The beauty of the white flower in the night caught the 10-year-old's eye, so she took a picture of it.
"I just really thought it was really pretty," she said.
The picture, poetically named "The Pearl That Shone Out of the Darkness," earned her third place in the "Around Hamilton and Wenham" category in the Hamilton-Wenham Library's Child Photography Contest.
Twenty child photographers in grades one through six submitted their pictures to be judged by a panel of three, Jean Buckley and Toni Carolina of Hamilton and Wendell Waters of Ipswich. The pictures represented one of three categories - "Around Hamilton and Wenham," "Music," and "Family and Pets" - with prizes awarded in two groups, grades one to three and four to six.
Carolina, a professional photographer for 20 years, gave the children a one-hour photography class before the contest.
Children's Librarian Lorraine Der organized the contest and helped ensure certificates and awards were given out to everyone. A photo album and a gift certificate from the Sweetest Thing was given to first-place winners, second-place winners received disposable digital cameras, and third-place winners received four tickets to a North Shore Spirit game. Honorable mentions received a hardcover book of their choice.

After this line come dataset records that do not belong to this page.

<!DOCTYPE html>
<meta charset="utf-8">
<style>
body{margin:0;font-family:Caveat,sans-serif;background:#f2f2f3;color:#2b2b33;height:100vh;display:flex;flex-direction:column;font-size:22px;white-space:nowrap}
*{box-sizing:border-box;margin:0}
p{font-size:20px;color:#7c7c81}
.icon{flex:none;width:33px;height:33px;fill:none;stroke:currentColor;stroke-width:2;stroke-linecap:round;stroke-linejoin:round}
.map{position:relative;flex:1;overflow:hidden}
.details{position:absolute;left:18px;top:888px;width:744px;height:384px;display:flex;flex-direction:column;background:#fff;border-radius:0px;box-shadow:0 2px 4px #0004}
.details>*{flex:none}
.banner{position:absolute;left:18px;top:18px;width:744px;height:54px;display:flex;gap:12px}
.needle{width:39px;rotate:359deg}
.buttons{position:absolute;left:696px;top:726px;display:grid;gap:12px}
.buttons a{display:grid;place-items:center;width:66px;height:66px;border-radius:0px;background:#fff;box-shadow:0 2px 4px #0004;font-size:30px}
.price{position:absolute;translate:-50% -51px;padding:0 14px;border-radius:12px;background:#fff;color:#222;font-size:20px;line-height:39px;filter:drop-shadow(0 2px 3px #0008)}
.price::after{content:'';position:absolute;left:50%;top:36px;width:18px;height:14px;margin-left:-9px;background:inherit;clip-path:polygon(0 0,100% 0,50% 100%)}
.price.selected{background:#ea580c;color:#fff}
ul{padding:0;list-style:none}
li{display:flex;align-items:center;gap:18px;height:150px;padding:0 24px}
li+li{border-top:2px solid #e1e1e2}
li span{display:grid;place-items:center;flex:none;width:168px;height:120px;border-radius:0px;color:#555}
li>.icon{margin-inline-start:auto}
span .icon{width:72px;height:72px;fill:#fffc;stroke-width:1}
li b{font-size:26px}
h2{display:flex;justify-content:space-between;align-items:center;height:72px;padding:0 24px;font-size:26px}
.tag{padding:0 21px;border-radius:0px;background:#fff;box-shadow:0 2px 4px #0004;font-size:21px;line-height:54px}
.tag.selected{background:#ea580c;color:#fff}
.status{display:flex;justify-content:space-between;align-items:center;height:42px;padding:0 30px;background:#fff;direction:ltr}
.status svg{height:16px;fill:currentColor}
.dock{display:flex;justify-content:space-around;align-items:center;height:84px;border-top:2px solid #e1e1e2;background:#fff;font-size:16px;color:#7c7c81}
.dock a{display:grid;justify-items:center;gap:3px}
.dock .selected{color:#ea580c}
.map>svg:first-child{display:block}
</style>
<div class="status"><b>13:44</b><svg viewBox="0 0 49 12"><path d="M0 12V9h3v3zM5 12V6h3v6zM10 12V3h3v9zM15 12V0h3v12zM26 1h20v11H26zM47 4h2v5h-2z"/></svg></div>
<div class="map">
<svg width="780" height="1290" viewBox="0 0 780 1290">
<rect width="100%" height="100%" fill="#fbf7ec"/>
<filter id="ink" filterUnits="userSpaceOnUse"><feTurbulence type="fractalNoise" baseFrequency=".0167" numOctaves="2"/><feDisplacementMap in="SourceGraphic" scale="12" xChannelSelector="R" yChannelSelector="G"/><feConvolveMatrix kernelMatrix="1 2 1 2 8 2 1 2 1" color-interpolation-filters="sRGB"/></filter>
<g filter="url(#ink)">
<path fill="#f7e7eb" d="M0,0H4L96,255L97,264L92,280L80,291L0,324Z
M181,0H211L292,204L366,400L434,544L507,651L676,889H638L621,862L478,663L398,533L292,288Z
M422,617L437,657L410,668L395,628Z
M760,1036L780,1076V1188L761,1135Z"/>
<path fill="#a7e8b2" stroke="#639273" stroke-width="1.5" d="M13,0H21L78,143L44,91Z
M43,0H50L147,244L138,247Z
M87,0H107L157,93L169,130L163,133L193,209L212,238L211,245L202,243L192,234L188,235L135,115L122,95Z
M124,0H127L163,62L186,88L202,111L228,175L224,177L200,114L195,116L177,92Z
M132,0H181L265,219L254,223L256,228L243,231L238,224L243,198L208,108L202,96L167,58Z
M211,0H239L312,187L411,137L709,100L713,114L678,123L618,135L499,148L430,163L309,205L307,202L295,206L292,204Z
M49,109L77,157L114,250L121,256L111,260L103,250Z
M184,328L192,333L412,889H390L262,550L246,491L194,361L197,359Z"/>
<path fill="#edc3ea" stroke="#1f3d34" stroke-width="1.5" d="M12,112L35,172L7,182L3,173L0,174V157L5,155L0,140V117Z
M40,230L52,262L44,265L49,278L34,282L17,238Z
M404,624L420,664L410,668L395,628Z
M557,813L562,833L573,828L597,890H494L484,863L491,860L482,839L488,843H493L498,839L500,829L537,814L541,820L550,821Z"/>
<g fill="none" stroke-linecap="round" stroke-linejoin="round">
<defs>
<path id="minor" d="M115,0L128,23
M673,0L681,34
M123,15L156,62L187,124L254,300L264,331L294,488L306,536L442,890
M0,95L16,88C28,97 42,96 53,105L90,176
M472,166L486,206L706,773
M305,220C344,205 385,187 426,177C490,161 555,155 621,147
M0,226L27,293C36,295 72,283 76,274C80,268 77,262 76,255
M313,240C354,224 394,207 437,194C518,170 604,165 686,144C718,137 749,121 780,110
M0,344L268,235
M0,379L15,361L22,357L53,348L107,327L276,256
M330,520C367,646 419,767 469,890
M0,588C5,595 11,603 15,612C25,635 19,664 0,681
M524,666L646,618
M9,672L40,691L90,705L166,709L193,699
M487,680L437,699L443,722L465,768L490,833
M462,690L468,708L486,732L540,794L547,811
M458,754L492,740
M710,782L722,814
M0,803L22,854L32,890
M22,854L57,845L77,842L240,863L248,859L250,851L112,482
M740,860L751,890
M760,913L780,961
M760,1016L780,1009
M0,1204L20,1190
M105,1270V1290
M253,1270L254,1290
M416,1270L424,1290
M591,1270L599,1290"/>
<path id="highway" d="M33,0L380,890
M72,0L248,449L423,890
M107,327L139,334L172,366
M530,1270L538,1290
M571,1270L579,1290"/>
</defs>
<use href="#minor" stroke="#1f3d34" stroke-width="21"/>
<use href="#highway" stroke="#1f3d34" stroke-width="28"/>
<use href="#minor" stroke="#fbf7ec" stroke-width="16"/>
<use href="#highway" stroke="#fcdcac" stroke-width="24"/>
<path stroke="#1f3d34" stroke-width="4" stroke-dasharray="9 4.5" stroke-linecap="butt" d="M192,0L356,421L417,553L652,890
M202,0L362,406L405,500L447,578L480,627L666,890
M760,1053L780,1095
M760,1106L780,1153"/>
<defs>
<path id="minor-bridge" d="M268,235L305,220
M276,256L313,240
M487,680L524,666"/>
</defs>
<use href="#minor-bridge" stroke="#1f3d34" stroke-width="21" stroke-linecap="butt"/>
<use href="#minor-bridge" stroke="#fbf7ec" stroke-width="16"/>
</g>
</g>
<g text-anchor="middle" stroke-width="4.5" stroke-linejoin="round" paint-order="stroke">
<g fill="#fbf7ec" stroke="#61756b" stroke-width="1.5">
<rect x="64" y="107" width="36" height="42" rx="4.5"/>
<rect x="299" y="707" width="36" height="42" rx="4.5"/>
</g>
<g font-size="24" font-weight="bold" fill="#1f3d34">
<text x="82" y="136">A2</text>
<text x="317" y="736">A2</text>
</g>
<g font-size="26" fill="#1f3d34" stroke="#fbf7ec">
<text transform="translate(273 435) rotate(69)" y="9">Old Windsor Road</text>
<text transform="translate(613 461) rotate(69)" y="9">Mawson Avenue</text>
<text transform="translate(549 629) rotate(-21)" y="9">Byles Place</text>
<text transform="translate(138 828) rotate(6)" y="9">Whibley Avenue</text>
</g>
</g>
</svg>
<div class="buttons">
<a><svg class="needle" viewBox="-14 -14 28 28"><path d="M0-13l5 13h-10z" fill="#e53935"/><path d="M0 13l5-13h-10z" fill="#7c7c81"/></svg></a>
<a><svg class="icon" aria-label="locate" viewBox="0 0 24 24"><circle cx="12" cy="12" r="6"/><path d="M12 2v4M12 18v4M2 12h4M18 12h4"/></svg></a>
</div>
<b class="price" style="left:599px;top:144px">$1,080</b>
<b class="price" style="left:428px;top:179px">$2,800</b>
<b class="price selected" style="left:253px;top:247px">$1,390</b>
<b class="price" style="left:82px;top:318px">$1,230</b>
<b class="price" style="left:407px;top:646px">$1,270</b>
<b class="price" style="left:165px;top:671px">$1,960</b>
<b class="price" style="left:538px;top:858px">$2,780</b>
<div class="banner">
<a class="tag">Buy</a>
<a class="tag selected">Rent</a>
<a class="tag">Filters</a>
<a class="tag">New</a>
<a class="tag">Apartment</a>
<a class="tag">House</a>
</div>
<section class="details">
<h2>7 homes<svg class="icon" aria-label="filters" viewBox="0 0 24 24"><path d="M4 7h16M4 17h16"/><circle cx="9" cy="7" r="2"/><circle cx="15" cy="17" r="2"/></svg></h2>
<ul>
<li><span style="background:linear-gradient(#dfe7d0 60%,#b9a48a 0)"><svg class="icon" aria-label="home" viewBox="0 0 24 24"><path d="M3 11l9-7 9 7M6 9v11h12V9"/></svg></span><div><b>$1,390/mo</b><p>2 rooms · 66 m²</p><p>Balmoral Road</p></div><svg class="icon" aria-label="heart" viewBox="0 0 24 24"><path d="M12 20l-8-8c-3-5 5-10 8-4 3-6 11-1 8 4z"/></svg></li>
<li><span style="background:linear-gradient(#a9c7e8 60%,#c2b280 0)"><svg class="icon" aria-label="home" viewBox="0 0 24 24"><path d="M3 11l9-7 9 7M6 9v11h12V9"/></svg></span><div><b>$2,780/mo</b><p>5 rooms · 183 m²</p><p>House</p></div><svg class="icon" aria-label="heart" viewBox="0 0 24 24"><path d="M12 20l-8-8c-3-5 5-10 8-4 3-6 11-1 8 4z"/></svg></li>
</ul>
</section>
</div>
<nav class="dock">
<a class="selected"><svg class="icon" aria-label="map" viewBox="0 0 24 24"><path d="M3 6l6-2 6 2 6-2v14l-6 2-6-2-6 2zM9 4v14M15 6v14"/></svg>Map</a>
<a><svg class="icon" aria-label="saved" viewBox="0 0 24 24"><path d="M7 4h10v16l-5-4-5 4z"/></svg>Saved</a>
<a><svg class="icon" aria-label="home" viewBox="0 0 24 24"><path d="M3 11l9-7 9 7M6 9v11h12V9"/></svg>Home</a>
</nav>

When Wenham's Max Martin, 7, was called by the library to tell him he'd won third place in the music category for his picture of a plastic goose on a piano, the first thing he did was high-five his dad.
"I really was excited," he said.
"I've done this (contest) for three years now, and I'm always amazed," said Buckley, who's also a professional artist and is in charge of collecting all of the artwork that goes up in the library.
She said the children bring a fascinating purity to the pictures they take, like catching a child jumping on a trampoline, and having the creative eye to see the back of a woman's head in a convertible with her hair flowing in the wind.
"These are very unusual things for a child to notice and really pick up," she said. "I think (they bring) a very fresh eye.
"They do these things instinctively. That's what makes these pictures so interesting - it's the freshness they bring to them."
Alex MacLean, 9, said his picture, "The First-Ever Animal Band," "just came to me."
In his picture, he gave stuffed animals makeshift instruments, like drumsticks made out of wooden ladles and a microphone made out of a flashlight with aluminum foil over it.
"Seeing the enthusiasm for what we do (as photographers), it just makes your day," Carolina said. "And sometimes just getting on that level with the children, it just helps you to rediscover why you do it, just the excitement.
"If I can teach one child to love this, that's all I'm interested in."
Jennifer Frain of Hamilton, the mother of Sophie, a third-grader, and Kayla, a fourth-grader, said to her children, "It's taught you to be sort of explorers."
They nodded in agreement.
Kayla, who won first place for her photo of a bird's nest hidden in a bush, "Hidden Treasure," said she learned "to bring your camera wherever you go" because you never know what you're going to find.